(PROBLEM DETAILS)
From the line that contains "M739,1279C766,1330 795,1385 799,1444L764,1488" to the final line of the entries, return every line exactly and leave out all others.

(Dataset excerpts)
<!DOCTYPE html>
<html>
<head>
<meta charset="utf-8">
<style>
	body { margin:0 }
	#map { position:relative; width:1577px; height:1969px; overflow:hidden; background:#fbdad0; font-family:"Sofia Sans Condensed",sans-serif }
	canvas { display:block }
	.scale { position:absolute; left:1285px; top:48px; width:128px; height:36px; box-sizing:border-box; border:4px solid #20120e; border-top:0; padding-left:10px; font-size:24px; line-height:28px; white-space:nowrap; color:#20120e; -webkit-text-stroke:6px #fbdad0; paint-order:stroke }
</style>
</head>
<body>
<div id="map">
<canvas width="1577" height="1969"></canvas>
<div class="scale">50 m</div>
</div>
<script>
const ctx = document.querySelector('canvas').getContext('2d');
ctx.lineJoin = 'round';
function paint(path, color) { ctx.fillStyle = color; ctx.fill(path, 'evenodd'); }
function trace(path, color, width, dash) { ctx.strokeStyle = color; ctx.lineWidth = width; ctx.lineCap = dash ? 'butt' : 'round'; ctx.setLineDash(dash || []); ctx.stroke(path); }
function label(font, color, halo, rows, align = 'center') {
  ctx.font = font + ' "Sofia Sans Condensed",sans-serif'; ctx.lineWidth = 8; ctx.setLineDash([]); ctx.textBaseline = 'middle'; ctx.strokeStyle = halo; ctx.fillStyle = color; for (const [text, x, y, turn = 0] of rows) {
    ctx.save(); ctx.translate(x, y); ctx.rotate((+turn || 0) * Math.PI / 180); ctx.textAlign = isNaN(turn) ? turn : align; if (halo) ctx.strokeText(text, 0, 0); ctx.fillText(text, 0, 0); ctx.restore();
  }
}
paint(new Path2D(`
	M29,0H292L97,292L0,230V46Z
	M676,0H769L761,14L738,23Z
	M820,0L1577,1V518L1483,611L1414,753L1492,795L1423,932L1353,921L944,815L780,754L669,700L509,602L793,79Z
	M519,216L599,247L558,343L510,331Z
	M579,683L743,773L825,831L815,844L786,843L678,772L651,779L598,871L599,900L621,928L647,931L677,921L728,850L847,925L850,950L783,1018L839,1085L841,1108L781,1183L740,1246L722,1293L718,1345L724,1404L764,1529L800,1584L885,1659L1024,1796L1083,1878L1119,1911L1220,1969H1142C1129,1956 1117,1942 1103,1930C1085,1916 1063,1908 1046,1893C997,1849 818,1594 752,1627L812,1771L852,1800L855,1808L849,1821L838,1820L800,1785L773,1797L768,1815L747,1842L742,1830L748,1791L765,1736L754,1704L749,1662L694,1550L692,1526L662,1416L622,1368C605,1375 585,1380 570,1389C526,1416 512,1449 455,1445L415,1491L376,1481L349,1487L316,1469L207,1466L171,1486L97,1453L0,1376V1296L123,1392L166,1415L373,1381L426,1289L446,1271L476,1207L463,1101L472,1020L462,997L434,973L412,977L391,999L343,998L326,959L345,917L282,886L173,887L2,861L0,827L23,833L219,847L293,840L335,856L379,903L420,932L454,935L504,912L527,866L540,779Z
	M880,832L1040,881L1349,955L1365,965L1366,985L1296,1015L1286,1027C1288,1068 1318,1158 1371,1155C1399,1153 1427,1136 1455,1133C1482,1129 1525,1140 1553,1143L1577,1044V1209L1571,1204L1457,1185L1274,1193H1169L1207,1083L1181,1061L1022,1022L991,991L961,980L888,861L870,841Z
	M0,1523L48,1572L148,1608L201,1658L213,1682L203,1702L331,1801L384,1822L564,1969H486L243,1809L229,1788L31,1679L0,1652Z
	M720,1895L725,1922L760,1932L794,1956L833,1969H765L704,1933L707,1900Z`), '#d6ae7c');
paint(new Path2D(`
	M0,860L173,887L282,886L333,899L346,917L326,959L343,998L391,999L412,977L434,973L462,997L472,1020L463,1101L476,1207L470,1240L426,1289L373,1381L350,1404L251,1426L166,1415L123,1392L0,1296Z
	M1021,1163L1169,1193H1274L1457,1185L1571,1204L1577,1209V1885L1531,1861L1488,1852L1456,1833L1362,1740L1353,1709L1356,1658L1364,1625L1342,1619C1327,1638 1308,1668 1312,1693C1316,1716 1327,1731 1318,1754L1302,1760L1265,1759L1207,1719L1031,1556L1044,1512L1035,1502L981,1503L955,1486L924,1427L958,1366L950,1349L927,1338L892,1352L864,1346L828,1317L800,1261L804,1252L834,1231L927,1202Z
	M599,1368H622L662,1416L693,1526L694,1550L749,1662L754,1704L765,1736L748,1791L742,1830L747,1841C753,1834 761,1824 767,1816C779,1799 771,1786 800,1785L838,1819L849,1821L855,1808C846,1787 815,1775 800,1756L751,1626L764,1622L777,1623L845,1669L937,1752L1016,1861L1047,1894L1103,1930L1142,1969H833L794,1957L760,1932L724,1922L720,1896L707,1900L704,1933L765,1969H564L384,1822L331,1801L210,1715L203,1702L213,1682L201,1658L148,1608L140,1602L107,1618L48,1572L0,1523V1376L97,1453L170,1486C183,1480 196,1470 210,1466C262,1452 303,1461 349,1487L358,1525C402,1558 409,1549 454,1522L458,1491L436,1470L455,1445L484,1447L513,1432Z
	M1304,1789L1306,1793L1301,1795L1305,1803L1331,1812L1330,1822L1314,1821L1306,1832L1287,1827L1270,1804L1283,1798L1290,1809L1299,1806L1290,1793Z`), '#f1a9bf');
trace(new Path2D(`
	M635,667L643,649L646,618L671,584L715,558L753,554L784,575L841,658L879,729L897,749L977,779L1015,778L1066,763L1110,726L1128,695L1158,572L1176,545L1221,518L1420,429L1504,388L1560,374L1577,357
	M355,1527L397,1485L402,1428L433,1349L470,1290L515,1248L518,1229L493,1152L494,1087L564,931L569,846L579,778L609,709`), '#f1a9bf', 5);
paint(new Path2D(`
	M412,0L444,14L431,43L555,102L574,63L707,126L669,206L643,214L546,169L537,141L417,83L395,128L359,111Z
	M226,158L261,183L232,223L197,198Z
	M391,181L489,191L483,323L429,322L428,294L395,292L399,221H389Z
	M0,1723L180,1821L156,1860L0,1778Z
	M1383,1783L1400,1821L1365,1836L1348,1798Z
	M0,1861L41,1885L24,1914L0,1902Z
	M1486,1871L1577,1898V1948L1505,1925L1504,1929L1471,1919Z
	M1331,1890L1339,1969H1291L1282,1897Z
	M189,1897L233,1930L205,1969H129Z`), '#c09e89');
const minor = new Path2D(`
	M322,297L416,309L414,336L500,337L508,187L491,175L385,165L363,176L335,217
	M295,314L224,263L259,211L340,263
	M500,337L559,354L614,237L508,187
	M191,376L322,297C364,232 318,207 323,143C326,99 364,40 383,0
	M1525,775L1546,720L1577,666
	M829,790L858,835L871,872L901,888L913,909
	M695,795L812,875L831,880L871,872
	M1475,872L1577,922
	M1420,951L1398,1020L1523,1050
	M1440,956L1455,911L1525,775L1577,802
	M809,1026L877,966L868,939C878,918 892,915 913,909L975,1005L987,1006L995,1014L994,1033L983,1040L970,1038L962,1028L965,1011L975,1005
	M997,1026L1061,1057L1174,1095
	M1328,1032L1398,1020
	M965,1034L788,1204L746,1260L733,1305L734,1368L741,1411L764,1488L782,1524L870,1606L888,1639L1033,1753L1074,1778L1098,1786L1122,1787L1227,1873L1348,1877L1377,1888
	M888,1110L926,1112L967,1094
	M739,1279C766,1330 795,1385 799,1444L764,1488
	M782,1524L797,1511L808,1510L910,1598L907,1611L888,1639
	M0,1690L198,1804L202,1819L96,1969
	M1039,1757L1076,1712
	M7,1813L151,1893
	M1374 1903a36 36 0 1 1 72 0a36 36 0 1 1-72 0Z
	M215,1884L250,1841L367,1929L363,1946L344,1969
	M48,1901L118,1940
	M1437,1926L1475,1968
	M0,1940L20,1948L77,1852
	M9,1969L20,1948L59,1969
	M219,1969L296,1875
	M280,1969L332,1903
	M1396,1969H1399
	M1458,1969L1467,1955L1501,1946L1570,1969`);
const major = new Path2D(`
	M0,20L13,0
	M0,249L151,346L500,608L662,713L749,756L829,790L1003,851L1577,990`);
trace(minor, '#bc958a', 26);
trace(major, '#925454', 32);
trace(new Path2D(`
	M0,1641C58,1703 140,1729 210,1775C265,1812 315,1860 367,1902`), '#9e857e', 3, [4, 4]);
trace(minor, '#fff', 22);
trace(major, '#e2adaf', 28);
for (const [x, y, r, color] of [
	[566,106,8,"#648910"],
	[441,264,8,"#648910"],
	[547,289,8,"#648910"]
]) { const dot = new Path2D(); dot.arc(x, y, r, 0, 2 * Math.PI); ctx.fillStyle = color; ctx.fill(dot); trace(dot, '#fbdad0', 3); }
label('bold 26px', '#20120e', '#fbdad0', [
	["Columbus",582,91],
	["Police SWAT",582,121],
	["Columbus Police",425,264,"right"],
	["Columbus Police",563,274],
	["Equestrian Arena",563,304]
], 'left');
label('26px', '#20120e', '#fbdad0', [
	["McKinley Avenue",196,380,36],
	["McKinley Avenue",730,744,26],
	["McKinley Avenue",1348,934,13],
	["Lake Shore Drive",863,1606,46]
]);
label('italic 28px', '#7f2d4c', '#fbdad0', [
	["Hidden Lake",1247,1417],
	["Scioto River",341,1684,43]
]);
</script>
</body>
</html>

(WRITTEN SOLUTION)
	M739,1279C766,1330 795,1385 799,1444L764,1488
	M782,1524L797,1511L808,1510L910,1598L907,1611L888,1639
	M0,1690L198,1804L202,1819L96,1969
	M1039,1757L1076,1712
	M7,1813L151,1893
	M1374 1903a36 36 0 1 1 72 0a36 36 0 1 1-72 0Z
	M215,1884L250,1841L367,1929L363,1946L344,1969
	M48,1901L118,1940
	M1437,1926L1475,1968
	M0,1940L20,1948L77,1852
	M9,1969L20,1948L59,1969
	M219,1969L296,1875
	M280,1969L332,1903
	M1396,1969H1399
	M1458,1969L1467,1955L1501,1946L1570,1969`);
const major = new Path2D(`
	M0,20L13,0
	M0,249L151,346L500,608L662,713L749,756L829,790L1003,851L1577,990`);
trace(minor, '#bc958a', 26);
trace(major, '#925454', 32);
trace(new Path2D(`
	M0,1641C58,1703 140,1729 210,1775C265,1812 315,1860 367,1902`), '#9e857e', 3, [4, 4]);
trace(minor, '#fff', 22);
trace(major, '#e2adaf', 28);
for (const [x, y, r, color] of [
	[566,106,8,"#648910"],
	[441,264,8,"#648910"],
	[547,289,8,"#648910"]
]) { const dot = new Path2D(); dot.arc(x, y, r, 0, 2 * Math.PI); ctx.fillStyle = color; ctx.fill(dot); trace(dot, '#fbdad0', 3); }
label('bold 26px', '#20120e', '#fbdad0', [
	["Columbus",582,91],
	["Police SWAT",582,121],
	["Columbus Police",425,264,"right"],
	["Columbus Police",563,274],
	["Equestrian Arena",563,304]
], 'left');
label('26px', '#20120e', '#fbdad0', [
	["McKinley Avenue",196,380,36],
	["McKinley Avenue",730,744,26],
	["McKinley Avenue",1348,934,13],
	["Lake Shore Drive",863,1606,46]
]);
label('italic 28px', '#7f2d4c', '#fbdad0', [
	["Hidden Lake",1247,1417],
	["Scioto River",341,1684,43]
]);
</script>
</body>
</html>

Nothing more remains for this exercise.